Der Start ist geglückt. Der SCB hat aus den ersten fünf Spielen zehn Punkte geholt. Dabei zahlt es sich auch aus, dass man aus einem Fehler aus dem Vorjahr gelernt hat. Damals verzichtete man auf die Verpflichtung eines Ausländers, obwohl zu Beginn mit DiDomenico (gesperrt), Kahun und Gélinas (beide verletzt) gleich drei ausfielen.

Diesmal reagierte man sofort, als klar war, dass Colton Sceviour und Corban Knight den Start verletzt verpassen würden, und verpflichtete einen Tag vor dem Auftakt Joona Luoto (25). Der Finne, der die letzte Saison in der Organisation der Columbus Blue Jackets vorwiegend in der AHL bei Cleveland verbracht hatte, erhielt einen Try-out-Vertrag bis Mitte November.

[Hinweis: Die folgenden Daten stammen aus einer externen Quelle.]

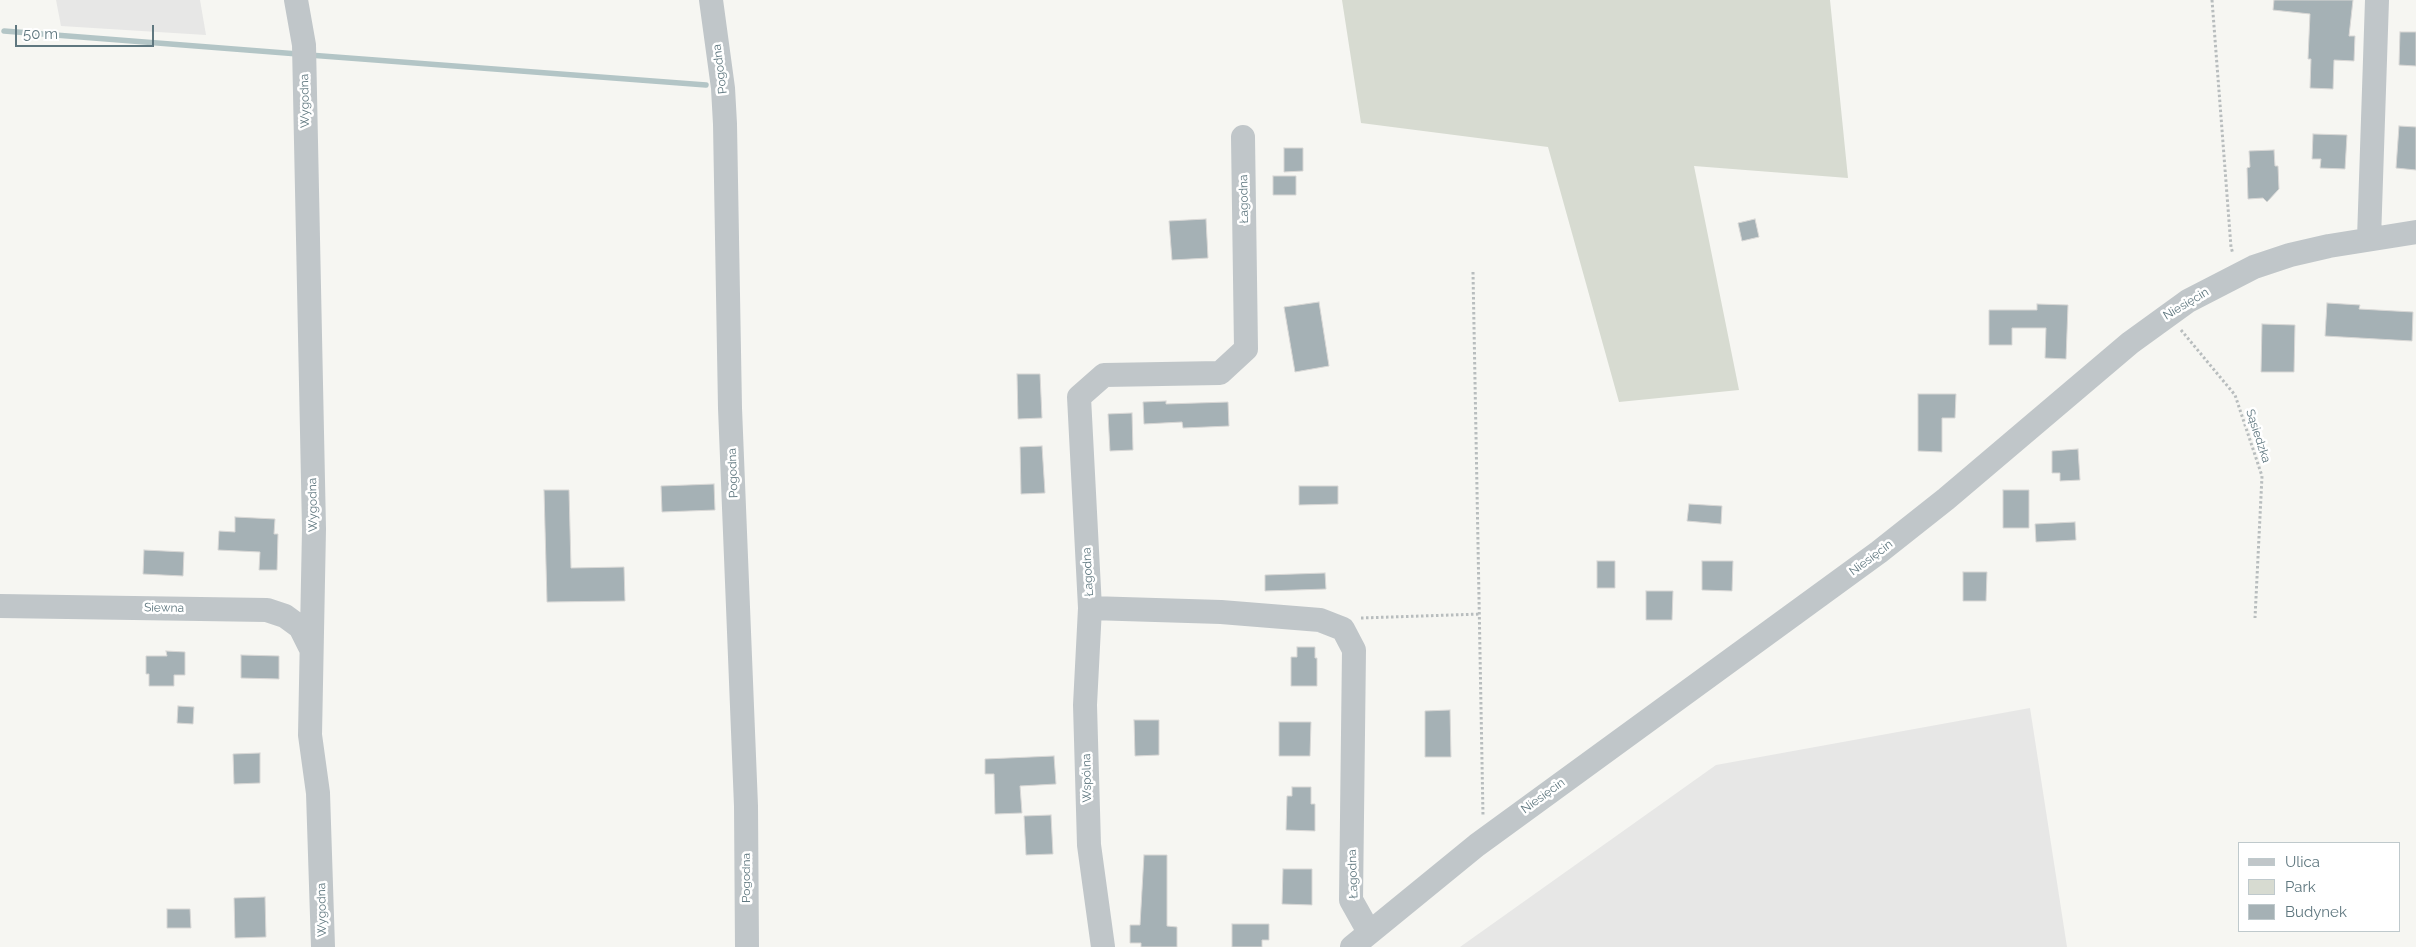 <!DOCTYPE html>
<html>
<head>
<meta charset="utf-8">
<style>
	body { margin:0 }
	#map { position:relative; width:2416px; height:947px; overflow:hidden; background:#f6f6f2; font-family:Raleway,sans-serif }
	canvas { display:block }
	.legend { position:absolute; left:2238px; top:842px; width:162px; height:90px; box-sizing:border-box; background:#fff; border:1px solid #bfc9cc; margin:0; padding:6px 9px; list-style:none; font-size:15px; color:#5f777f }
	.legend li { display:flex; align-items:center; gap:10px; height:25px }
	.legend b { width:25px; border:1px solid #bfc9cc }
	.scale { position:absolute; left:15px; top:25px; width:139px; height:22px; box-sizing:border-box; border:2px solid #5f777f; border-top:0; padding-left:6px; font-size:15px; line-height:18px; white-space:nowrap; color:#5f777f; -webkit-text-stroke:4px #fff; paint-order:stroke }
</style>
</head>
<body>
<div id="map">
<canvas width="2416" height="947"></canvas>
<ul class="legend">
<li><b style="height:6px;background:#c0c6c9"></b>Ulica</li>
<li><b style="height:14px;background:#d7dbd1"></b>Park</li>
<li><b style="height:14px;background:#a5b1b5"></b>Budynek</li>
</ul>
<div class="scale">50 m</div>
</div>
<script>
const ctx = document.querySelector('canvas').getContext('2d');
ctx.lineJoin = 'round';
function fill(path, color) { ctx.fillStyle = color; ctx.fill(path, 'evenodd'); }
const toPath = rows => new Path2D(rows.map(r => 'M' + r).join(''));
function trace(path, color, width, dash) { ctx.strokeStyle = color; ctx.lineWidth = width; ctx.lineCap = dash ? 'butt' : 'round'; ctx.setLineDash(dash || []); ctx.stroke(path); }
function drawText(font, color, halo, rows, align = 'center') {
  ctx.font = font + ' Raleway,sans-serif'; ctx.lineWidth = 5; ctx.setLineDash([]); ctx.textBaseline = 'middle'; ctx.strokeStyle = halo; ctx.fillStyle = color; for (const [text, x, y, turn = 0] of rows) {
    ctx.save(); ctx.translate(x, y); ctx.rotate((+turn || 0) * Math.PI / 180); ctx.textAlign = isNaN(turn) ? turn : align; if (halo) ctx.strokeText(text, 0, 0); ctx.fillText(text, 0, 0); ctx.restore();
  }
}
fill(toPath([
	[56,0,200,0,206,35,61,26],
	[2030,708,2067,947,1460,947,1716,765]
]), '#e7e7e6');
fill(toPath([
	[1342,0,1830,0,1848,178,1694,166,1739,390,1619,402,1548,147,1361,123]
]), '#d7dbd1');
trace(toPath([
	[4,31,298,54],
	[309,55,706,85]
]), '#b3c5c6', 5.5);
const building = toPath([
	[2274,0,2353,0,2349,36,2355,36,2354,61,2334,60,2333,89,2310,88,2311,59,2308,59,2310,14,2273,10,2274,0],
	[2400,32,2416,32,2416,66,2399,65,2400,32],
	[2399,126,2416,127,2416,170,2396,168,2399,126],
	[2313,134,2347,135,2345,169,2320,168,2321,159,2312,159,2313,134],
	[1284,148,1303,148,1303,171,1284,172,1284,148],
	[2274,150,2275,166,2278,166,2279,189,2267,202,2263,198,2248,199,2247,168,2250,167,2249,151,2274,150],
	[1273,176,1296,176,1296,195,1273,195,1273,176],
	[1206,219,1208,258,1172,260,1169,221,1206,219],
	[1755,219,1759,237,1742,241,1738,223,1755,219],
	[1319,302,1329,366,1295,372,1284,307,1319,302],
	[2327,303,2360,305,2359,309,2413,312,2412,341,2325,336,2327,303],
	[2037,304,2068,305,2066,359,2045,358,2046,328,2012,328,2012,345,1989,345,1989,310,2037,310,2037,304],
	[2262,324,2295,325,2294,372,2261,372,2262,324],
	[1017,374,1040,374,1042,418,1018,419,1017,374],
	[1918,394,1956,394,1955,418,1942,418,1942,452,1918,451,1918,394],
	[1166,401,1166,404,1228,402,1229,426,1183,428,1182,422,1144,424,1143,402,1166,401],
	[1132,413,1133,450,1110,451,1108,414,1132,413],
	[1042,446,1045,493,1021,494,1020,447,1042,446],
	[2078,449,2080,480,2060,481,2060,473,2052,473,2052,451,2078,449],
	[714,484,715,510,662,512,661,486,714,484],
	[1299,486,1338,486,1338,504,1299,505,1299,486],
	[544,490,569,490,571,568,624,567,625,601,547,602,544,490],
	[2003,490,2029,490,2029,528,2003,528,2003,490],
	[1689,504,1722,506,1721,524,1687,521,1689,504],
	[235,517,275,519,274,534,278,534,277,570,259,570,260,552,218,550,219,531,235,532,235,517],
	[2075,522,2076,540,2036,542,2035,524,2075,522],
	[144,550,184,552,183,576,143,574,144,550],
	[1597,561,1615,561,1615,588,1597,588,1597,561],
	[1702,561,1733,561,1732,591,1702,590,1702,561],
	[1963,572,1987,572,1986,601,1963,601,1963,572],
	[1325,573,1326,589,1265,591,1265,575,1325,573],
	[1646,591,1673,591,1672,620,1646,620,1646,591],
	[1297,647,1315,647,1315,658,1317,658,1317,686,1291,686,1291,657,1297,657,1297,647],
	[166,651,185,652,185,675,174,675,174,686,149,686,149,674,146,674,146,656,167,656,166,651],
	[241,655,279,656,279,679,241,678,241,655],
	[178,706,194,707,193,724,177,723,178,706],
	[1450,710,1451,757,1425,757,1425,711,1450,710],
	[1134,720,1159,720,1159,755,1135,756,1134,720],
	[1279,722,1311,722,1310,756,1279,756,1279,722],
	[260,753,260,783,234,784,233,754,260,753],
	[1054,756,1056,784,1020,786,1022,813,995,814,994,774,985,774,985,759,1054,756],
	[1292,787,1311,787,1311,804,1315,804,1315,831,1286,830,1287,796,1292,796,1292,787],
	[1051,815,1053,854,1026,855,1024,816,1051,815],
	[1144,855,1167,855,1167,926,1177,927,1177,947,1141,947,1141,943,1130,943,1130,925,1140,925,1144,855],
	[1283,869,1312,869,1312,905,1282,904,1283,869],
	[265,897,266,937,235,938,234,898,265,897],
	[167,909,190,909,191,928,167,928,167,909],
	[1232,924,1269,924,1269,940,1262,940,1262,947,1232,947,1232,924]
]);
fill(building, '#a5b1b5');
trace(building, '#d8d7d5', 1);
trace(toPath([
	[2212,0,2231,247,2233,254],
	[1473,272,1483,816],
	[2181,330,2235,395,2262,476,2255,618],
	[1361,618,1480,614]
]), '#b8bdbe', 3, [2.5, 2.5]);
trace(toPath([
	[296,0,304,45,314,529,310,735,318,793,323,947],
	[711,0,723,88,725,124,730,408,746,806,747,947],
	[2369,239,2377,0],
	[0,606,267,610,285,616,300,627,311,649],
	[1090,608,1221,612,1320,620,1343,629,1354,650,1351,900,1369,932],
	[1103,947,1089,845,1085,705,1090,608,1079,397,1104,375,1220,373,1246,349,1243,137],
	[1352,947,1477,845,1879,552,1946,499,2130,343,2188,301,2254,267,2290,255,2329,246,2416,232]
]), '#c0c6c9', 24);
drawText('12px', '#5f777f', '#fff', [
	["Pogodna",720,69,-97],
	["Wygodna",305,101,-91],
	["Łagodna",1244,199,-91],
	["Niesięcin",2186,304,-31],
	["Sąsiedzka",2258,436,72],
	["Pogodna",733,473,-92],
	["Wygodna",313,505,-91],
	["Niesięcin",1871,558,-37],
	["Łagodna",1088,572,-93],
	["Siewna",164,608,1],
	["Wspólna",1087,778,-91],
	["Niesięcin",1543,796,-36],
	["Łagodna",1353,874,-92],
	["Pogodna",746,878,-90],
	["Wygodna",322,910,-91]
]);
</script>
</body>
</html>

Und der 1,90 Meter grosse Stürmer wurde zum «Luoto-Sechser». Dank sechs Toren in fünf Spielen dürfte er den Jackpot knacken. Der SCB wird gar nicht anders können, als die Option in seinem Vertrag zu ziehen und ihn bis Ende Saison zu behalten. «Wenn er so weitermacht, wird es keine grosse Diskussion darüber geben», sagt Sportchef Andrew Ebbett (40) schmunzelnd. Ins Budget sollen auch acht Ausländer passen.

«Die Tore sind ein Bonus»

Das Modell mit Reserve-Ausländern dürfte in der Liga Schule machen. Knight (diese Woche) und Sceviour (wohl nächste Woche) stehen bald auch zur Verfügung. «Es dürfte immer wieder Verletzungen geben. Mit der Erhöhung von vier auf sechs Ausländer ist auch die Wahrscheinlichkeit gestiegen, dass Ausländer ausfallen», sagt Ebbett. Zudem können die Berner sechs Feldspieler einsetzen und Goalie Adam Reideborn ab und an eine Pause gönnen. Philip Wüthrich (Shutout gegen die SCL Tigers) habe gezeigt, dass er bereit sei, so Ebbett.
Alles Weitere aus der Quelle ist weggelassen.